Ceph Replica 3 vs Erasure Coding: Which One to Choose for Your Storage

Ceph offers several ways to protect data within a distributed cluster, but two approaches dominate most practical decisions: three-copy replication, commonly known as Replica 3, and Erasure Coding, a technique that divides data into fragments and adds parity to reconstruct it in case of failure. The choice is significant. It impacts cost per usable terabyte, performance, latency, CPU usage, operational complexity, and the types of workloads best suited for hosting.

At a time when capacity prices, data growth, and cost reduction pressures are increasingly influencing storage architectures, Erasure Coding is again frequently discussed. But it is not a direct replacement for Replica 3. In Ceph, each method makes sense in different scenarios, and choosing poorly can turn a cost-saving measure into a performance or availability issue.

Replica 3: simple, fast, and capacity-intensive

Replica 3 is the easiest approach to understand. Each piece of data is stored in three copies distributed across different OSDs, typically spread among nodes or failure domains defined by CRUSH. If a disk fails, the cluster retains two other copies. Losing a second OSD under controlled conditions still leaves a copy available. Its simplicity explains why it’s so widely used in virtualization environments, databases, VM storage, and latency-sensitive workloads.

Its main advantage is also its cost: for every 1 TB of usable data, 3 TB of raw capacity is consumed. In other words, overhead is 200%. This investment in redundancy offers a straightforward operation, less calculation, and very predictable read/write behavior. For RBD, virtual machines, container disks, and critical services, Replica 3 remains a very solid option.

The downside becomes apparent as volume grows. Storing tens or hundreds of terabytes in Replica 3 requires purchasing a lot of raw capacity. For cold data, large repositories, office files, images, videos, secondary copies, or read-heavy workloads with few modifications, it may be excessive.

Erasure Coding: more usable capacity, more computation, and more planning

Erasure Coding operates differently. Instead of storing full copies, Ceph splits each object into data fragments, defined by the parameter k, and adds parity fragments, defined by m. With these fragments, the system can reconstruct the data even if a certain number of OSDs or failure domains are lost. Ceph’s documentation explains this model as dividing the object into data chunks and coding chunks stored across different OSDs.

A profile like 4+2, for example, divides data into four fragments and adds two parity fragments. This configuration tolerates the loss of two fragments and reduces raw capacity consumption relative to Replica 3. Practically, storing 100 TB of usable data might require around 150 TB of raw capacity, compared to 300 TB with Replica 3. Efficiency improves, but an additional cost appears: each write requires parity calculation, more coordination among OSDs, and increased sensitivity to latency, CPU, network, and block size.

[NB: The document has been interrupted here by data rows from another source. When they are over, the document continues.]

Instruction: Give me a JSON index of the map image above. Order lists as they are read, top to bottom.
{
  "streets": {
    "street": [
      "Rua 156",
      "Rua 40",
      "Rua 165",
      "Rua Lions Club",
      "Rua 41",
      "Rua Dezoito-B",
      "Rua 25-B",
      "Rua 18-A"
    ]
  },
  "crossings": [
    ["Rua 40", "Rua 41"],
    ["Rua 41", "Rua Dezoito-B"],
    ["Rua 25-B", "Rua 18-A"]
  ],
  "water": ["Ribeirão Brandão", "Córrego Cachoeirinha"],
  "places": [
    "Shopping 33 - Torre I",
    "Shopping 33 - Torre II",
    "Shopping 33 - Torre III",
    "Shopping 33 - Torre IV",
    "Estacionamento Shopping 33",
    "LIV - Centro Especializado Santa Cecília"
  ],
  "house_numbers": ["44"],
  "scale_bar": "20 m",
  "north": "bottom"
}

ProfileApproximate raw capacity needed for 100 TB of usable dataFailures toleratedTypical use
Replica 3300 TBTwo copies can be lost before losing redundancyVirtual machines, databases, critical services
EC 2+1150 TBOne fragmentTesting or less critical environments
EC 4+2150 TBTwo fragmentsLarge files, cold data, repositories, secondary backup
EC 6+3150 TBThree fragmentsHigh-capacity storage with more resilience
EC 8+3137.5 TBThree fragmentsLarge-scale cold data
EC 8+4150 TBFour fragmentsLarge volumes with higher failure tolerance

This table highlights a sometimes-overlooked truth: Erasure Coding does not always reduce capacity more as parity increases. What changes is the balance among efficiency, resilience, minimum number of OSDs or nodes, and reconstruction cost. The more ambitious the profile, the more critical it becomes to design the cluster carefully.

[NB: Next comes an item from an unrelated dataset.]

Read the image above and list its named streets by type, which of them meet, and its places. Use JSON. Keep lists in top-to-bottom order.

Ceph recommends that most erasure-coded pool deployments have at least k + m failure domains CRUSH, often corresponding to hosts or racks. This is important: it’s not enough to just count disks. If all fragments become too concentrated, losing a node could impact more pieces than the profile can tolerate.

Performance: where each option excels

Replica 3 generally performs better with small writes, random workloads, and latency-sensitive services. It does not need to calculate parity or reconstruct fragments for each normal operation. The system simply writes full copies, replicates, and confirms according to configuration. This makes it more suitable for RBD, VM disks, databases, queues, transactional systems, and applications with many small writes.

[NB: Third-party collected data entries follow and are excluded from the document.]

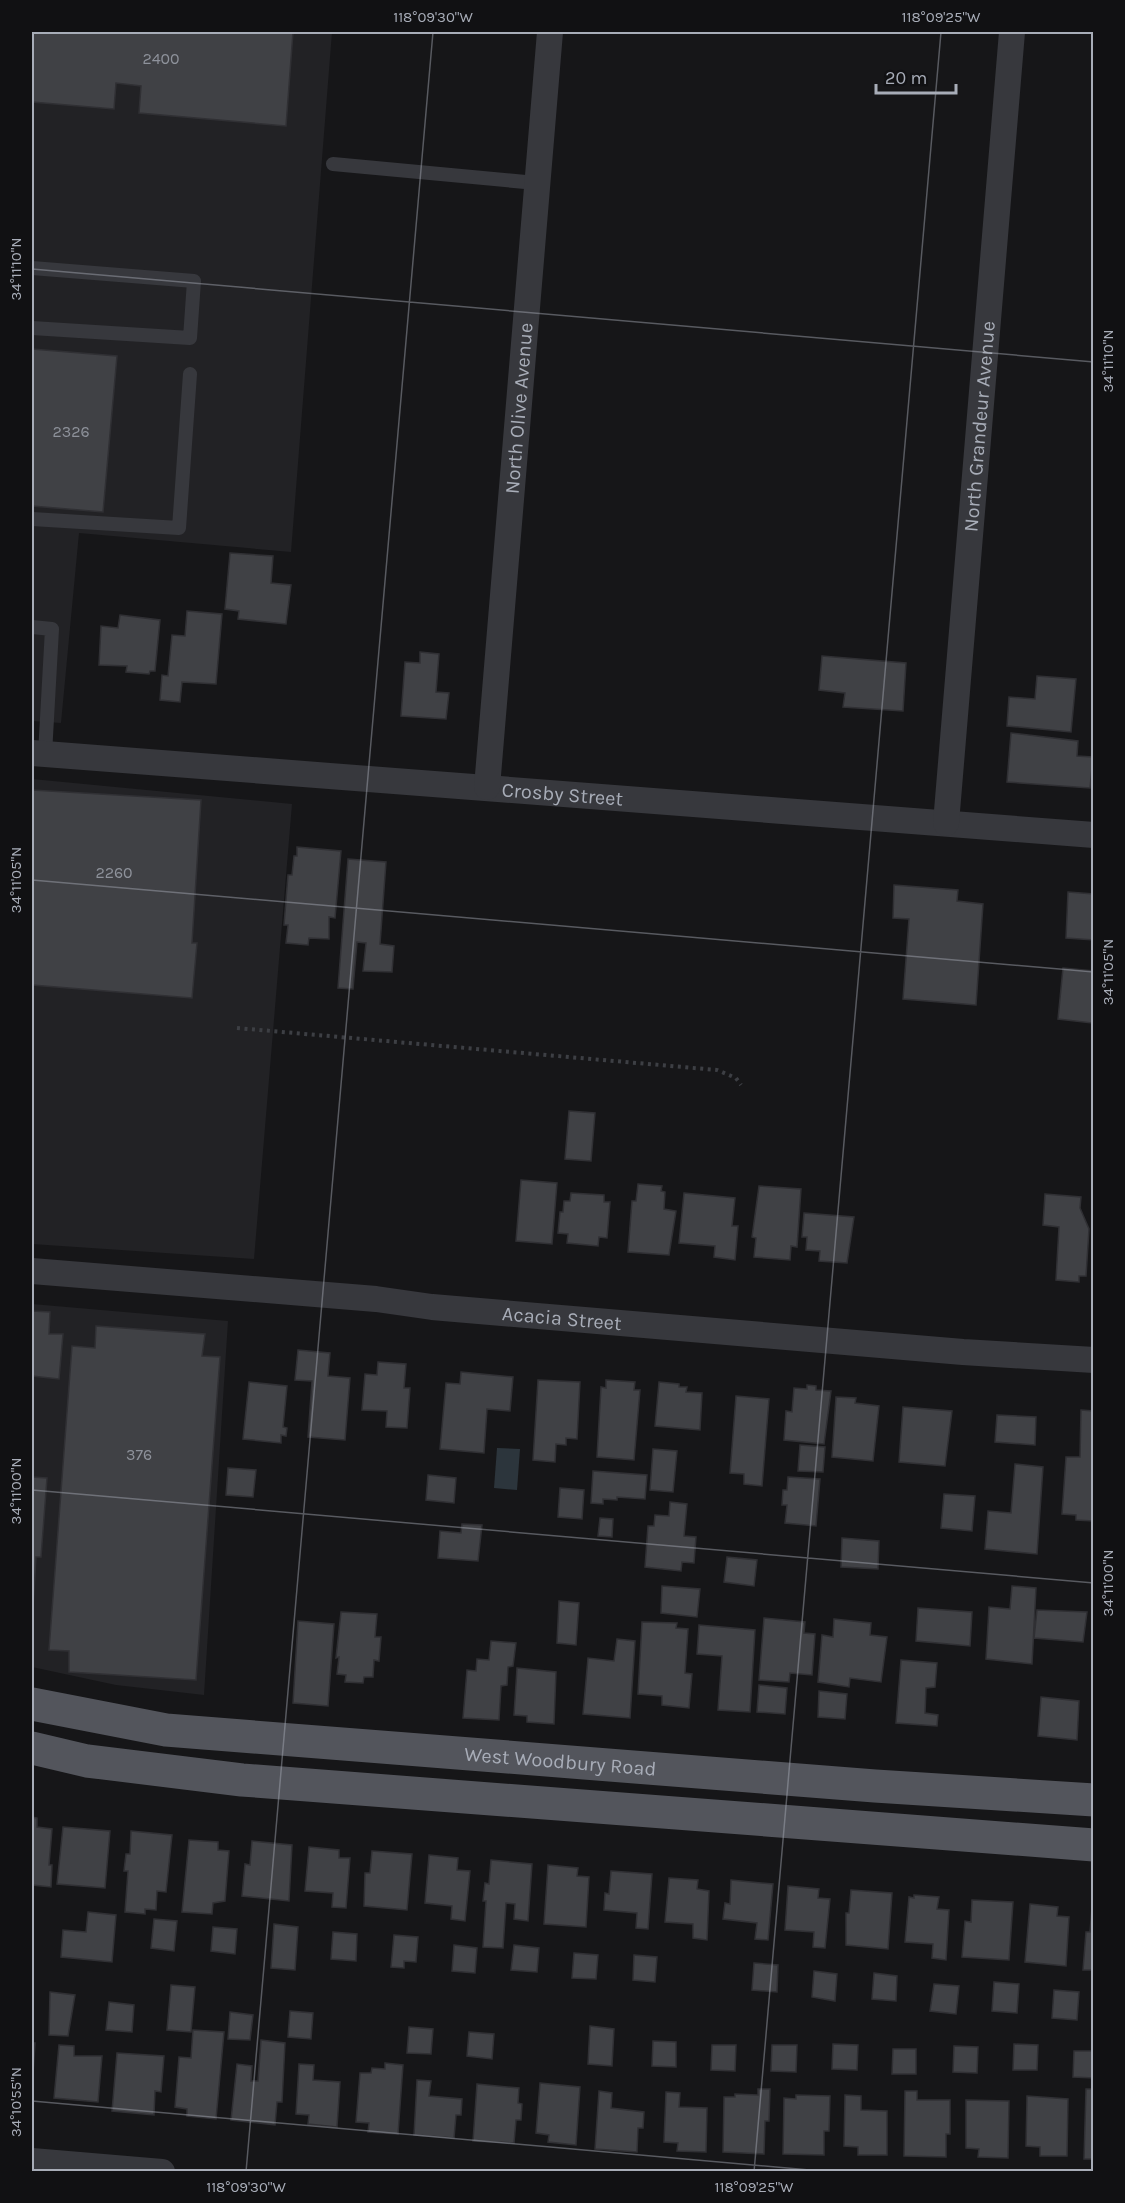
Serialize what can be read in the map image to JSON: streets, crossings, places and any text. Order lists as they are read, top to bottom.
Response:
{
  "streets": {
    "main road": ["West Woodbury Road"],
    "street": [
      "North Olive Avenue",
      "North Grandeur Avenue",
      "Crosby Street",
      "Acacia Street"
    ]
  },
  "crossings": [
    ["North Olive Avenue", "Crosby Street"],
    ["North Grandeur Avenue", "Crosby Street"]
  ],
  "house_numbers": [
    "2400",
    "2326",
    "2260",
    "376"
  ],
  "scale_bar": "20 m",
  "coordinates": [
    "118°09'30\"W",
    "118°09'25\"W",
    "34°11'10\"N",
    "34°11'05\"N",
    "34°11'00\"N",
    "34°10'55\"N"
  ]
}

Erasure Coding shines when capacity efficiency is a priority, and data is large, less frequently changed, or mostly read-oriented. Large files, object storage, document repositories, multimedia content, secondary backups, scientific datasets, or archival data can benefit from its lower overhead. Ceph’s own documentation cites cold storage with large objects and minimal write activity vs. read-intensive workloads as a typical use case for erasure-coded pools.

The problem arises when Erasure Coding is used as if it were Replica 3. Small writes can be penalized. Post-failure reconstruction consumes more CPU and network resources. Recovery may be slower and more demanding. Additionally, in degraded scenarios, the cluster must read multiple fragments and recalculate data, increasing system load.

RBD, CephFS, and allow_ec_overwrites

For years, a common limitation of erasure-coded pools was that they were mainly designed for full-object write operations, such as those used by RGW. From Ceph Luminous onward, allow_ec_overwrites can be enabled to allow partial writes on erasure-coded pools, enabling RBD, CephFS, and RADOS to store data in such pools.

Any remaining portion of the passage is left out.